SADA Thompson, the sustainable matriarch of theatre and film which won an Emmy Award and a Tony Award for her portraits of three sisters and their mother in 1971 "twigs" comedy to play forever mother understanding in the television series "family" died at the age of 81.
Thompson died Wednesday of a lung disease at the Danbury, officer David Shaul hospital, said Sunday in Los Angeles.
Thompson has won wide acclaim during a brilliant career that spans more than 60 years, during which she gravitated towards quality work which allowed him to explore the complexities of his characters.
"When you start acting, it seems not very romantic, and the imaginary part of everything seems very exciting," she told the Los Angeles Times in 1991. "" "". It is later you begin to complete the work fascinating how is - that is a hole without bottom, and you never get at the end of it. Human character is just endlessly fascinating. ?
Before even that she received the Carnegie Mellon of Pittsburgh University in 1949, and then calls the Carnegie Institute of Technology, she was on a trajectory to take on challenging roles from the classics and drama contemporary.
A prolific actress, she has made her mark in theatre and films usually portraying matriarchs of dramas families.
In his debut on stage in 1945, she played Ma of Nick's William Saroyan "in the time of your life." It was Mrs. Higgins in "pygmalion" (1949), the matriarch resentment determined to not interfere in the "real estate" (1987), the embattled Mrs Fisher comedy 1991 "frimeur The," the mother slovenly and amer, Beatrice, in the production of 1965 "The effect of the gamma on Man - in - the - Moon Marigolds" and Dorine in "Tartuffe" (1965). It collects two Obies for the latter.
By far his biggest Broadway success was "Twigs," by George Furth, in which she plays three sisters - and their mother. The piece took its title from a line by Alexander Pope: "just as the twig is bent, the tree of the inclined." She won a Tony and the New York Drama Critics Award this season.
The New York Times Walter Kerr noted that what kept the piece was "brightness special moves with Miss Thompson everywhere where it is going".
Throughout his career, his choice has recognition of other players that they made him famous.
"When you are around major players (such as Thompson), they become an ideal or goal keeps remind you the quality you want that your work to be," William Anton, who played the son of Thompson in the production of San Diego in 1989 for "driving Miss Daisy" and preferred "the" frimeur son-in-law said the Los Angeles Times in 1991.
In the end of the 1970s, it has picked up an Emmy Award for his interpretation of the Kate Lawrence weighted in the drama of the "Family" ABC, which lasted five seasons.
Born Sada Carolyn Thompson on September 27, 1929, in Des Moines, Iowa, she got its unusual name from his maternal grandmother, whose name, Sarah, was transformed into Sada. His parents moved to New Jersey, when she was 5, and his fascination with the stage began shortly after. His parents would often take to a summer theatre where parts would stop on their way to Broadway or before starting their national tours.
"I saw stars as Helen Hayes, Maurice Evans, Tallulah Bankhead and Cornelia Otis Skinner," she told Associated Press in 1987. "It was enchanting." I knew that it was the world that I wanted to be in. ?
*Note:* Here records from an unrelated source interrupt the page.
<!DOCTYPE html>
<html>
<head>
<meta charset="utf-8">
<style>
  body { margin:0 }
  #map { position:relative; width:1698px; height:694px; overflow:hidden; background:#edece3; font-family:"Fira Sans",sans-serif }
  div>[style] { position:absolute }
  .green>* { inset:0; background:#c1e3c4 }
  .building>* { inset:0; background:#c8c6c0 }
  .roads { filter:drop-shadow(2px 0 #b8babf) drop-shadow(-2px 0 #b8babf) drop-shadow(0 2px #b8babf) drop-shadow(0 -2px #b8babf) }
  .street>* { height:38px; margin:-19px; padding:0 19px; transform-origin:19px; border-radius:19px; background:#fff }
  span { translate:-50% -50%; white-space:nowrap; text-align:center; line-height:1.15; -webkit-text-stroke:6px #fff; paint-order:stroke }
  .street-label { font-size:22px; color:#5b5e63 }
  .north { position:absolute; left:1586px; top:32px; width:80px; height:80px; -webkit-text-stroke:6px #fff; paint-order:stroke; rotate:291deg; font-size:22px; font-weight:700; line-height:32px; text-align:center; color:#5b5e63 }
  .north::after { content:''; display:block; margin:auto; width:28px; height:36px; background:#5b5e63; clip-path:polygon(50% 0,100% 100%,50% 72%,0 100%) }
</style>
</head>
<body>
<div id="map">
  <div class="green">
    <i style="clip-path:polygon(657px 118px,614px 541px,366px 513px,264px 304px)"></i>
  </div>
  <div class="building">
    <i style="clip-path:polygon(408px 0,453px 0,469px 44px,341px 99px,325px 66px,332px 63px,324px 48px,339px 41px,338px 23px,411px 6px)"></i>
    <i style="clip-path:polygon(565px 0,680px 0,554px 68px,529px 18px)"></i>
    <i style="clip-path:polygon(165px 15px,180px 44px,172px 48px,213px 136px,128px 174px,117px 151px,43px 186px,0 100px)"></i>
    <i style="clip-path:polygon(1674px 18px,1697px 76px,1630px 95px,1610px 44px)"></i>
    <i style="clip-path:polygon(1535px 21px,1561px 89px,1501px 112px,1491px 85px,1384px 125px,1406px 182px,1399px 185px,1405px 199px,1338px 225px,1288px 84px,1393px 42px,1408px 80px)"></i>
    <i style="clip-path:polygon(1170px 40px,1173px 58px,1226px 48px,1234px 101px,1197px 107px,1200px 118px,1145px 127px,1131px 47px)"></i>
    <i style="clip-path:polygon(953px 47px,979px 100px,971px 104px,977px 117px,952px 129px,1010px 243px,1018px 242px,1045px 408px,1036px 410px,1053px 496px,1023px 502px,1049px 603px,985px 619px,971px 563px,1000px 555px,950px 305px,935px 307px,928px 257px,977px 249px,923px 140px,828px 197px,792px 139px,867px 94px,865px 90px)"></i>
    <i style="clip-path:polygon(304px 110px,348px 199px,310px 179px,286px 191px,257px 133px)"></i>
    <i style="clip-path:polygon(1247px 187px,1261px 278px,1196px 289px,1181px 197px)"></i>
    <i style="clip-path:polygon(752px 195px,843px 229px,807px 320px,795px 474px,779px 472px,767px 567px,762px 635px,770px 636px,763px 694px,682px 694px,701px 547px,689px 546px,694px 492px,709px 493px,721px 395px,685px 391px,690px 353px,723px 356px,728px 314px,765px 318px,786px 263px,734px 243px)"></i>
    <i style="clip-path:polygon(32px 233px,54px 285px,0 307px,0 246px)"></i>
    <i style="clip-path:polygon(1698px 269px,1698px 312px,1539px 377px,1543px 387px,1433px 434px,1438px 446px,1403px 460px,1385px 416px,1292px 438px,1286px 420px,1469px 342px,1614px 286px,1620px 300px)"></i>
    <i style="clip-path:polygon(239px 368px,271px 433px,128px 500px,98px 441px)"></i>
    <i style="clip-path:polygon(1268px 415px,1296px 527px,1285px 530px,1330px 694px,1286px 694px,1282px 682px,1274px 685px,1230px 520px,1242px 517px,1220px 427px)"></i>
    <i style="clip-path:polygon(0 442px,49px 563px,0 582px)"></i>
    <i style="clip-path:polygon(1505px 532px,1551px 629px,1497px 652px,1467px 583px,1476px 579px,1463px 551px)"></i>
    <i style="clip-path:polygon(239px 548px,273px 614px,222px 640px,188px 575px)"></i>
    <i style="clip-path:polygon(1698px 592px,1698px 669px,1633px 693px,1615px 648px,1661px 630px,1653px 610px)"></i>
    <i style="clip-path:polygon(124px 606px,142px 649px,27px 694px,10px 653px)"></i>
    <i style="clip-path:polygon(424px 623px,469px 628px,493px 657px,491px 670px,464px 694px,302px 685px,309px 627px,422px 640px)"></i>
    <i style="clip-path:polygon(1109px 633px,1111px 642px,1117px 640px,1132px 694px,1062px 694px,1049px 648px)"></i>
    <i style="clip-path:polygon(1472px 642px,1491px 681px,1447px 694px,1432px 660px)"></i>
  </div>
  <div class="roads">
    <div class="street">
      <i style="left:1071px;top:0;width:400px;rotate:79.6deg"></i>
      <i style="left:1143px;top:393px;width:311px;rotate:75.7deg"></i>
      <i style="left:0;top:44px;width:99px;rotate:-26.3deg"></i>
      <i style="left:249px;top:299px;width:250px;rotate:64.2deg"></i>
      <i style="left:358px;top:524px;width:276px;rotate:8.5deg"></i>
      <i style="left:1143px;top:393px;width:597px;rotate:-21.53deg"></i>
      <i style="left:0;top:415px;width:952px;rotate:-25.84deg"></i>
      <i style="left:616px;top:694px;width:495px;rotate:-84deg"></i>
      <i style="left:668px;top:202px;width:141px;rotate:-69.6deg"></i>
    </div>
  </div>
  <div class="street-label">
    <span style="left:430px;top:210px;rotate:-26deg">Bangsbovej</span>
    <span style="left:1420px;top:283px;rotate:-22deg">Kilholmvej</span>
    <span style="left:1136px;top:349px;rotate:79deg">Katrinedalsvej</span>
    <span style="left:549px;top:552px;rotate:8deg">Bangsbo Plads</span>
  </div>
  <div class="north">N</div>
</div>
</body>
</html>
In 1956, she won a Drama Desk Award for "The Misanthrope of Moliere" and for an English girl mourns the death of his half-brother in war in "the River line" (1957). She has been nominated for an Emmy Award for her role as mother of Carla comedy NBC "cheers" (1991).
She loved a good character role, Thompson said.
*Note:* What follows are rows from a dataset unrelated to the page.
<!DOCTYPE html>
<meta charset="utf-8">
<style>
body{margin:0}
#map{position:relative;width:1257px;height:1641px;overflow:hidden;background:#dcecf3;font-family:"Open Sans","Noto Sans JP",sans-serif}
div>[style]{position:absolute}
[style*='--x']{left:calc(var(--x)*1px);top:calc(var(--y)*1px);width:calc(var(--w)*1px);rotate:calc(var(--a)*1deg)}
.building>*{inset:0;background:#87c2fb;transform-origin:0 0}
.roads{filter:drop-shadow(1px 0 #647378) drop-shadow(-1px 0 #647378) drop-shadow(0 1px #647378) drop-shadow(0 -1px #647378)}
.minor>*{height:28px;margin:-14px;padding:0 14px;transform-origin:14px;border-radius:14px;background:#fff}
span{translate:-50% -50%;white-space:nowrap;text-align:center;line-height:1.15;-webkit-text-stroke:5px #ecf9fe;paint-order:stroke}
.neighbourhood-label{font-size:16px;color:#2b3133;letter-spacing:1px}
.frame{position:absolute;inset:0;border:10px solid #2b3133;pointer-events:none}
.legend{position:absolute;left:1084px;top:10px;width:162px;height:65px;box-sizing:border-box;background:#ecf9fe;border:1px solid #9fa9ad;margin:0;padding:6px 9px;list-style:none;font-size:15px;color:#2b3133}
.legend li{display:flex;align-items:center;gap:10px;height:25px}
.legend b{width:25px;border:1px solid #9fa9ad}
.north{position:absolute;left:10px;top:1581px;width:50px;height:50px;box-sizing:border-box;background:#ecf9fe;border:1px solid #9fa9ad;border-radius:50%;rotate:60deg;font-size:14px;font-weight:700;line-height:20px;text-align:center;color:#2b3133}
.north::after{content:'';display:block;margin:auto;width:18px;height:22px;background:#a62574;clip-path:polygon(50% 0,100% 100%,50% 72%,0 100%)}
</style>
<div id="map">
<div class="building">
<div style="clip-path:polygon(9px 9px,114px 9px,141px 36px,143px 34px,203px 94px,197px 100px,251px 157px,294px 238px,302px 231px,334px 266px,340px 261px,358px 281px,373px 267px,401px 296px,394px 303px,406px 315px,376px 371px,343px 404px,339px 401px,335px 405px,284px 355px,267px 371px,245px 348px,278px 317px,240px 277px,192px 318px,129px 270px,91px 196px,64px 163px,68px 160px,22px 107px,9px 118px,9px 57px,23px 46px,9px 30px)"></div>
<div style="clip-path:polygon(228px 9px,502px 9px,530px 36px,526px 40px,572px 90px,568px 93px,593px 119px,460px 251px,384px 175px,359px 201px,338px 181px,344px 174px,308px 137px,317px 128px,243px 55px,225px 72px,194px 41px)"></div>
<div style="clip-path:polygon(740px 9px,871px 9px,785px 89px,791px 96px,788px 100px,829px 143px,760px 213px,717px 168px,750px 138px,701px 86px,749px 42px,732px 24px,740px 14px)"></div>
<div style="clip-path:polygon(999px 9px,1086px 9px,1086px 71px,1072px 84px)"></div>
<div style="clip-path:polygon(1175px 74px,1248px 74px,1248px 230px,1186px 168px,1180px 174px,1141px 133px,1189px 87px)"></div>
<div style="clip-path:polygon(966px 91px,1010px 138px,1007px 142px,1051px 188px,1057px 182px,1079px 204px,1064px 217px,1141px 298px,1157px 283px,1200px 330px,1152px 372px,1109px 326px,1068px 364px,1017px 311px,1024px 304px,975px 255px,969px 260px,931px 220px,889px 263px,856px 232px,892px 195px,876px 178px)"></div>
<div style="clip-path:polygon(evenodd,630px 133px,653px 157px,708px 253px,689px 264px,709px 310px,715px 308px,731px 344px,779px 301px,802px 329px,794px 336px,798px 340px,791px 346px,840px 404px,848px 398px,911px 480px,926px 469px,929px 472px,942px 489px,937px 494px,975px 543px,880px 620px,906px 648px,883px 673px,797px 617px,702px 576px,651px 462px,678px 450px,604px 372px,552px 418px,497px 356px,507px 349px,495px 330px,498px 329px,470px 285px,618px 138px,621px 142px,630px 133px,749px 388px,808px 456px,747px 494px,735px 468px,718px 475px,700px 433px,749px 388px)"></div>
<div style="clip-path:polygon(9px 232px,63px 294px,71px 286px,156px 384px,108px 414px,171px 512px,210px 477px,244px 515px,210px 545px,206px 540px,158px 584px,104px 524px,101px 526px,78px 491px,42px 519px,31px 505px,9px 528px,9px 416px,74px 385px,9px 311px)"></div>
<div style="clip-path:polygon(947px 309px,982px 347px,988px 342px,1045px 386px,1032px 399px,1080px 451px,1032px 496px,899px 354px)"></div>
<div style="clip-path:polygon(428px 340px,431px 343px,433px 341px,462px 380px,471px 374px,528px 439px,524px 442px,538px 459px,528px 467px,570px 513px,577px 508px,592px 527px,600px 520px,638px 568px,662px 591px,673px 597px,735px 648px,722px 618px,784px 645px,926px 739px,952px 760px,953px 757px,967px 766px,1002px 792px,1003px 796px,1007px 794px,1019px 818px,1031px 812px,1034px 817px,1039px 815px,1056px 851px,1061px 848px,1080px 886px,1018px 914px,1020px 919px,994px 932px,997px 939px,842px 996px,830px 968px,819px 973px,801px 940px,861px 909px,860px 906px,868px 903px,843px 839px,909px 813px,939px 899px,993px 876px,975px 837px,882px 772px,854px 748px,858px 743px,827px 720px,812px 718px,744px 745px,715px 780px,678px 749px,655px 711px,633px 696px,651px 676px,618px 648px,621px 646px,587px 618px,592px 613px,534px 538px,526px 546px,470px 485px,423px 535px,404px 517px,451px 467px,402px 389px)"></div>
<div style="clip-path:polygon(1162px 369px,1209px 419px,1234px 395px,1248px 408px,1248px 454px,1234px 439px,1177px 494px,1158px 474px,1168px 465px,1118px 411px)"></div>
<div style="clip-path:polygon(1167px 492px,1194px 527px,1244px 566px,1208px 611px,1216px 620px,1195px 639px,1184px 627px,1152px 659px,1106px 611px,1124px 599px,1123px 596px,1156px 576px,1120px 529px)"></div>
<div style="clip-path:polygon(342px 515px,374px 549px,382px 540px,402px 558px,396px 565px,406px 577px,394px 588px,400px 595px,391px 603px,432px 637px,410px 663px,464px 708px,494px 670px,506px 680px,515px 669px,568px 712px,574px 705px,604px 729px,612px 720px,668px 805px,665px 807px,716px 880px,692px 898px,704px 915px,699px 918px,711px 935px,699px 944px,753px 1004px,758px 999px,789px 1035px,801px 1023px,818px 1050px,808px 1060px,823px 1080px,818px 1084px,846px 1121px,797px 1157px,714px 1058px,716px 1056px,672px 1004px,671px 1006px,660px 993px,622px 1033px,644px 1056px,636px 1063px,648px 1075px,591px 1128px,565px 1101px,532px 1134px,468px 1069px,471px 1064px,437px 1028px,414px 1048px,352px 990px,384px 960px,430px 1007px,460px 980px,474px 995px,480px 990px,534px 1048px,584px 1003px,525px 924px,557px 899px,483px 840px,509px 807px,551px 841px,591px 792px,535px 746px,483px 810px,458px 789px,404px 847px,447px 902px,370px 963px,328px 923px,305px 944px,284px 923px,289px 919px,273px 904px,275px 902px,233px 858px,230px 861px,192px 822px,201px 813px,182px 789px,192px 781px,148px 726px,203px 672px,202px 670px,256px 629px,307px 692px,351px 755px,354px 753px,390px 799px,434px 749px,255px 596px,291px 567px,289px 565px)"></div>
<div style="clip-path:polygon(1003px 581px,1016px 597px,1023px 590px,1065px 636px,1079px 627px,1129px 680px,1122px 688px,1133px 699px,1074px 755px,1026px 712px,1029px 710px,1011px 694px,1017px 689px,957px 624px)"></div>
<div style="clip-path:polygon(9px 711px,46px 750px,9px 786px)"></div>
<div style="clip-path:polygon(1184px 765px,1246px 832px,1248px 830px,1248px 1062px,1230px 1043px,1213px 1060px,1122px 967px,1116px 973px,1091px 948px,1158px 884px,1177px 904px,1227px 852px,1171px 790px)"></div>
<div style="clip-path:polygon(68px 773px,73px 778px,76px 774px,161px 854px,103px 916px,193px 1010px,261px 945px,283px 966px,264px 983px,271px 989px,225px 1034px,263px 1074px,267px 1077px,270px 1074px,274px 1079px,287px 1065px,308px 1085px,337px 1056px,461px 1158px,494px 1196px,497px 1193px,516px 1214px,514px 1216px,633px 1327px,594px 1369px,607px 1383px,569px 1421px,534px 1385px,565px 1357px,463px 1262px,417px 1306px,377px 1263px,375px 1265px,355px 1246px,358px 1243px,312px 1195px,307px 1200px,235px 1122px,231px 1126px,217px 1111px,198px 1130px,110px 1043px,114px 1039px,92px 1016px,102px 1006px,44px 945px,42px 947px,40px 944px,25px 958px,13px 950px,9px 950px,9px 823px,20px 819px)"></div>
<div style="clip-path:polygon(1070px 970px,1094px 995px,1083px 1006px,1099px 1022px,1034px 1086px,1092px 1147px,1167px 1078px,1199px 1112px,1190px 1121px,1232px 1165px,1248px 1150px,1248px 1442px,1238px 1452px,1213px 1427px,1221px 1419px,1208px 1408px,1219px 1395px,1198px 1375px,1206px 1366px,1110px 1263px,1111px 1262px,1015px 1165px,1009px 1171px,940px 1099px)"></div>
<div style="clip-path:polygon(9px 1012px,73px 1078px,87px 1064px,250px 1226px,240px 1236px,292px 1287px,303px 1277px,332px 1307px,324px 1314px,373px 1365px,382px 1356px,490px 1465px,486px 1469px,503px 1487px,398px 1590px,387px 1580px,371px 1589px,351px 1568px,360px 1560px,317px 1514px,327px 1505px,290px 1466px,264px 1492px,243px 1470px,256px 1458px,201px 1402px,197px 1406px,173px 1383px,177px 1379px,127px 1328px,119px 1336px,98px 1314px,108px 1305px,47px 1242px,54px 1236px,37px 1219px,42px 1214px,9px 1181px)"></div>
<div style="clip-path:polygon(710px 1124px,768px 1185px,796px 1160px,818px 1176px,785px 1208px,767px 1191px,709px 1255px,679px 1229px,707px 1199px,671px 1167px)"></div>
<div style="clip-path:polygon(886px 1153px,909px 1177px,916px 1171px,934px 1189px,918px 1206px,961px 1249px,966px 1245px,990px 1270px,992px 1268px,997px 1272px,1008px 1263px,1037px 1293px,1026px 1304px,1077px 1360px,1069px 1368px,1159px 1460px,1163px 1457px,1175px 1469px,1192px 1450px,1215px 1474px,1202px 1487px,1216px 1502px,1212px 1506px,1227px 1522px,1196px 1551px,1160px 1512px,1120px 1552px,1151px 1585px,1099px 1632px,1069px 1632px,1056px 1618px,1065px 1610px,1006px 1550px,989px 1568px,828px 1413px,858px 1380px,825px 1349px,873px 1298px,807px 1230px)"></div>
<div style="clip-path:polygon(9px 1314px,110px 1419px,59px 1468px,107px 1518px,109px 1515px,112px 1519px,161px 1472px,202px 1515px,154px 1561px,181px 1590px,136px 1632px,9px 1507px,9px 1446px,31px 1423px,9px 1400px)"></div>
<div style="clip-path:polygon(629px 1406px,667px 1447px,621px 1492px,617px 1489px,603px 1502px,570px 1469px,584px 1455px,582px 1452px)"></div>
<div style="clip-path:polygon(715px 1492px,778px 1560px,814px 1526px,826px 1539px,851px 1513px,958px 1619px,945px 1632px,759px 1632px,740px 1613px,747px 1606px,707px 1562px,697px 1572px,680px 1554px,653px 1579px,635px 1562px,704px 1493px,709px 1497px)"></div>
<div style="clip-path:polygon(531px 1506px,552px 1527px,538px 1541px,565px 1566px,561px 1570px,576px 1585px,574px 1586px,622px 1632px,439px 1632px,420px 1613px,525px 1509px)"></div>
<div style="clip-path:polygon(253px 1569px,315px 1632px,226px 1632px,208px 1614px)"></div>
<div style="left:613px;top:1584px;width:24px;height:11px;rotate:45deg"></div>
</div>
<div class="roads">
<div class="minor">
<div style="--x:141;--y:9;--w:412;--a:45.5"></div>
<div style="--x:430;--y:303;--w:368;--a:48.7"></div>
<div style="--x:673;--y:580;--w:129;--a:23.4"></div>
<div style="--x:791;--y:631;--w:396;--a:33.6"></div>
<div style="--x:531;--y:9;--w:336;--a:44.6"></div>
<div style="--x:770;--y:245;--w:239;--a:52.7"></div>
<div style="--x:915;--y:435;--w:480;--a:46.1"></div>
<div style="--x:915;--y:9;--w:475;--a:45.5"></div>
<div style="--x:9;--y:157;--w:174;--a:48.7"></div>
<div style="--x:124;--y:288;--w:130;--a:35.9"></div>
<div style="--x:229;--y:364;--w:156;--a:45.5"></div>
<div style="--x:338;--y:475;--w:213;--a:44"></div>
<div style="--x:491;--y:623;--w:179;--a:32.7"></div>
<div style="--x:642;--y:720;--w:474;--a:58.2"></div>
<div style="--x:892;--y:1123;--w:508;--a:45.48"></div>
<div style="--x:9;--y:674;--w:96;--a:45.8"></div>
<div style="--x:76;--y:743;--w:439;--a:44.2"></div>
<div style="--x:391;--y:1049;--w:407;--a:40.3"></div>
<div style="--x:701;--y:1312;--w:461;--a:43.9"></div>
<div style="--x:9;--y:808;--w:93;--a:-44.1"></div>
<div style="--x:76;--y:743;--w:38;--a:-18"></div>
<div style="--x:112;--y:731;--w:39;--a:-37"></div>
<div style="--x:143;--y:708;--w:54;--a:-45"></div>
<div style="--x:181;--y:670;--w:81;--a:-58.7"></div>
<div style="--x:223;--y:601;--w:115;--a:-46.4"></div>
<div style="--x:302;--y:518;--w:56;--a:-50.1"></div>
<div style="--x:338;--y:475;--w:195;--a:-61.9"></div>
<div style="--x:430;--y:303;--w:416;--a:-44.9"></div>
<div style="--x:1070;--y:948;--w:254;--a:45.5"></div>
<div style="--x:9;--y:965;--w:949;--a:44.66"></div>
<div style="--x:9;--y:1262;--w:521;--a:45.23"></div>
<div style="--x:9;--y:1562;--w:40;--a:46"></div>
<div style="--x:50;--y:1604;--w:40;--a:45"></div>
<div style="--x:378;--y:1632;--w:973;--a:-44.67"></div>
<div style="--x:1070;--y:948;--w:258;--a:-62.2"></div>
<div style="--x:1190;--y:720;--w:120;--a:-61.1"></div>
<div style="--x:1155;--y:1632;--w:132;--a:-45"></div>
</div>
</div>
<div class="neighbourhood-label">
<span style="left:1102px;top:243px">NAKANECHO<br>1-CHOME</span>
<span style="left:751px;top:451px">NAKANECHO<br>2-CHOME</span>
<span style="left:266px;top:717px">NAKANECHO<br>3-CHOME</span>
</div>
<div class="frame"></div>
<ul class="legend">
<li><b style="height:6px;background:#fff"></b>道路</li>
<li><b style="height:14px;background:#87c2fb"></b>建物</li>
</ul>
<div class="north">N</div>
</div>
"There is always something more to be done with a character," she told the AP in 1987. "Theater is a human experience." It is nothing of shellacked or ends on this subject. I guess this is why it still attracts me back. ?
Thompson met and married a fellow Theatre student, Donald Stewart, at the Carnegie Institute of Technology in 1949. Their daughter is a costume designer.